DNA extraction, PCR amplification, and sequencing

DNA was extracted from all 90 soil samples. Briefly, well-mixed soil samples (0.6 g) were analyzed using the Power Soil DNA Isolation Kit (MoBio Laboratories, Inc., Carlsbad, CA, USA) following the manufacturer’s instructions. The quality of the DNA extracts was determined by spectrophotometry (OD-1000+, OneDrop Technologies, China). The DNA extracts were considered of sufficient quality if the ratio of OD260 to OD280 (optical density, OD) and the ratio of OD260 to OD230 were approximately 1.8. All eligible DNA samples were stored at −80 °C.
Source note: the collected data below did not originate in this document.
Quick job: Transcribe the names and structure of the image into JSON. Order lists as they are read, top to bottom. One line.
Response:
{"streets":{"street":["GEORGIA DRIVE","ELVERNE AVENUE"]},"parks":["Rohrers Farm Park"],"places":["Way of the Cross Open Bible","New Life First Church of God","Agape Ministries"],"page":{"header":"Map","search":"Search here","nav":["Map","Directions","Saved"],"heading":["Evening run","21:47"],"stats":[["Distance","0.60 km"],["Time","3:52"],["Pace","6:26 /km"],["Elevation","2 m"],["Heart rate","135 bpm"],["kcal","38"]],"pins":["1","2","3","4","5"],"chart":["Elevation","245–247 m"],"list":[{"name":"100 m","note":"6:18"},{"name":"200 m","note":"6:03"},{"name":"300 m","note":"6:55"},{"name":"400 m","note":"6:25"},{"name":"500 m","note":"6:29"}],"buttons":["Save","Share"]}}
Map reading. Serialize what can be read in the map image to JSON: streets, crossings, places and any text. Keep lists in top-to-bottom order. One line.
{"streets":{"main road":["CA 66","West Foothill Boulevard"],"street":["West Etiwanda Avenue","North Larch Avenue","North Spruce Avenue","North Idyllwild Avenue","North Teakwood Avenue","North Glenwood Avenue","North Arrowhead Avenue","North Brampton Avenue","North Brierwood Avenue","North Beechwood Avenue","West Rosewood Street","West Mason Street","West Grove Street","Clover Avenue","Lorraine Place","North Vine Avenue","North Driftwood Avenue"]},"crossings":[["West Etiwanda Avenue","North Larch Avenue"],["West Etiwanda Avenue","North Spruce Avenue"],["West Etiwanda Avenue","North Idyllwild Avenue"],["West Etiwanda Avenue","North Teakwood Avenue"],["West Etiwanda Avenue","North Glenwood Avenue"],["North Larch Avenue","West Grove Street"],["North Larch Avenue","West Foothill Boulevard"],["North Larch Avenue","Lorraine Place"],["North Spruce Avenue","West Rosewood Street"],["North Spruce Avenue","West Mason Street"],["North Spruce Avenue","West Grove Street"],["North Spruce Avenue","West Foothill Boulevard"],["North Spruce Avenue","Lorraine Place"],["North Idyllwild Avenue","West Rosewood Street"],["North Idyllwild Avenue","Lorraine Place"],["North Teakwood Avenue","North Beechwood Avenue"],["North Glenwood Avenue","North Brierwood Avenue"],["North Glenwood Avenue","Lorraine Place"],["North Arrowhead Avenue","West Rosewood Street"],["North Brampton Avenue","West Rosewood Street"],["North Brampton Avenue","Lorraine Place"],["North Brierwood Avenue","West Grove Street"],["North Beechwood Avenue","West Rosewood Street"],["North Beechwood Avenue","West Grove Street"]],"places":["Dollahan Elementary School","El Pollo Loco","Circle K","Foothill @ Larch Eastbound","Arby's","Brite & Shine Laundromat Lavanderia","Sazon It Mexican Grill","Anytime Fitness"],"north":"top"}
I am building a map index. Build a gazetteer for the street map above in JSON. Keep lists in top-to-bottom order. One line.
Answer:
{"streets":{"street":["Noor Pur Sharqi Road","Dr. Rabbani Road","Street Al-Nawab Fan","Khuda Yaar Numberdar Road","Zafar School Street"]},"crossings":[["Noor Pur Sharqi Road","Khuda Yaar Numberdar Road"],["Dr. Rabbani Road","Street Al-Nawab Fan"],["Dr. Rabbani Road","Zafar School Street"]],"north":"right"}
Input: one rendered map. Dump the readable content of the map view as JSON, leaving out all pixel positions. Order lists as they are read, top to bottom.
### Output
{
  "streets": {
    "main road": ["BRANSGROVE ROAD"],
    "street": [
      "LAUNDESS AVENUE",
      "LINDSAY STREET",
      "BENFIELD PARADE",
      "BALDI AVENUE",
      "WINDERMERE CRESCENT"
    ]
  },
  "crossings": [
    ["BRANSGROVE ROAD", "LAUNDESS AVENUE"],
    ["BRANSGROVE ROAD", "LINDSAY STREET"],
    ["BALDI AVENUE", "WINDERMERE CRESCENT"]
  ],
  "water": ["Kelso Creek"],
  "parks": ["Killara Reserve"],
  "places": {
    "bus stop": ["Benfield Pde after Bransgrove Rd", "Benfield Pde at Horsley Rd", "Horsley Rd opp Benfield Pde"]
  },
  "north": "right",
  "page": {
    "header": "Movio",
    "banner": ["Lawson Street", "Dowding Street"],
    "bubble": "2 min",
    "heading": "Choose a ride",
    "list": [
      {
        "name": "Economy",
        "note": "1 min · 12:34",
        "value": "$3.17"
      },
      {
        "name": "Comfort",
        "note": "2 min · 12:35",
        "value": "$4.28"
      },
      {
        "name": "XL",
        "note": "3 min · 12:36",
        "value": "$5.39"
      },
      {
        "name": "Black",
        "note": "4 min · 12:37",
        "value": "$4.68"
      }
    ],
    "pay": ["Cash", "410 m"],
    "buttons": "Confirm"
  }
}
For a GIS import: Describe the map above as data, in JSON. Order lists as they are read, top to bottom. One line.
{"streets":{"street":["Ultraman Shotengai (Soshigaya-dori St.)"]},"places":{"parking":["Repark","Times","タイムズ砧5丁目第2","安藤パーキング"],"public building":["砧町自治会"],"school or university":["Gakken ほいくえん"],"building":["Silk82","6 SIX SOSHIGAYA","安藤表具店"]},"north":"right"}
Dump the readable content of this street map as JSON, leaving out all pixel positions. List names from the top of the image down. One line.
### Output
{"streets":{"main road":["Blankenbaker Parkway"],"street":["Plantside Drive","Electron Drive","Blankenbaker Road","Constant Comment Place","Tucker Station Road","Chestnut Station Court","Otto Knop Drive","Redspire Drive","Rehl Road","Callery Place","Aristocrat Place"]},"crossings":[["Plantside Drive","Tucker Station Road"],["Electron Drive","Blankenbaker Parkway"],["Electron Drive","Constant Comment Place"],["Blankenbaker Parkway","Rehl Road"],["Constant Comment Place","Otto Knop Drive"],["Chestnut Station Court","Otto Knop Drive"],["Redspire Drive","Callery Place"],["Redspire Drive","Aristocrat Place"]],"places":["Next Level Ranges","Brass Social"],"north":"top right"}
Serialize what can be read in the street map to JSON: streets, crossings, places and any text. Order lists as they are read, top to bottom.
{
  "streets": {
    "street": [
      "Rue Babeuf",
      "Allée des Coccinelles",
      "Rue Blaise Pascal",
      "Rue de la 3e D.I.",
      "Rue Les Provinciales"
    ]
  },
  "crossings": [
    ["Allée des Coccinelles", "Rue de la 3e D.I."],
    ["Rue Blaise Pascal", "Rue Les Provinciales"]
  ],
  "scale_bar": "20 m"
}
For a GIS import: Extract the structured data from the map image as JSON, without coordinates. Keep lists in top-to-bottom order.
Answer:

Taxonomic profiling of the soil bacterial and fungal communities was performed using an Illumina® HiSeq Benchtop Sequencer. PCR amplification was performed using an ABI GeneAmp® 9700 (ABI, Foster City, CA, USA) with a 20 μl reaction system containing 4 μl of 5× FastPfu Buffer, 0.8 μl of each primer (5 μM), 2 μl of 2.5 mM dNTPs, 2 μl of template DNA, and 0.4 μl of FastPfu Polymerase. For bacterial analysis, the forward the primer 515F (GTGCCAGCMGCCGCGG) and the reverse primer 907R (CCGTCAATTCMTTTRAGTTT) were used to amplify the bacteria-specific V4-V5 hypervariable region of the 16S rRNA gene58. For fungal analysis, the internal transcribed spacer 1 (ITS1) region of the ribosomal RNA gene was amplified with primers ITS1-1737F (GGAAGTAAAAGTCGTAACAAGG) and ITS2-2043R (GCTGCGTTCTTCATCGATGC)59. The PCR protocol for bacteria consisted of an initial predenaturation step of 95 °C for 2 min, 35 cycles of 20 s at 94 °C, 40 s at 55 °C and 1 min at 72 °C, and a final 10 min extension at 72 °C. The PCR protocol for fungi consisted of an initial predenaturation step of 95 °C for 3 min, 35 cycles of 30 s at 95 °C, 30 s at 59.3 °C, and 45 s at 72 °C and a final 10 min extension at 72 °C.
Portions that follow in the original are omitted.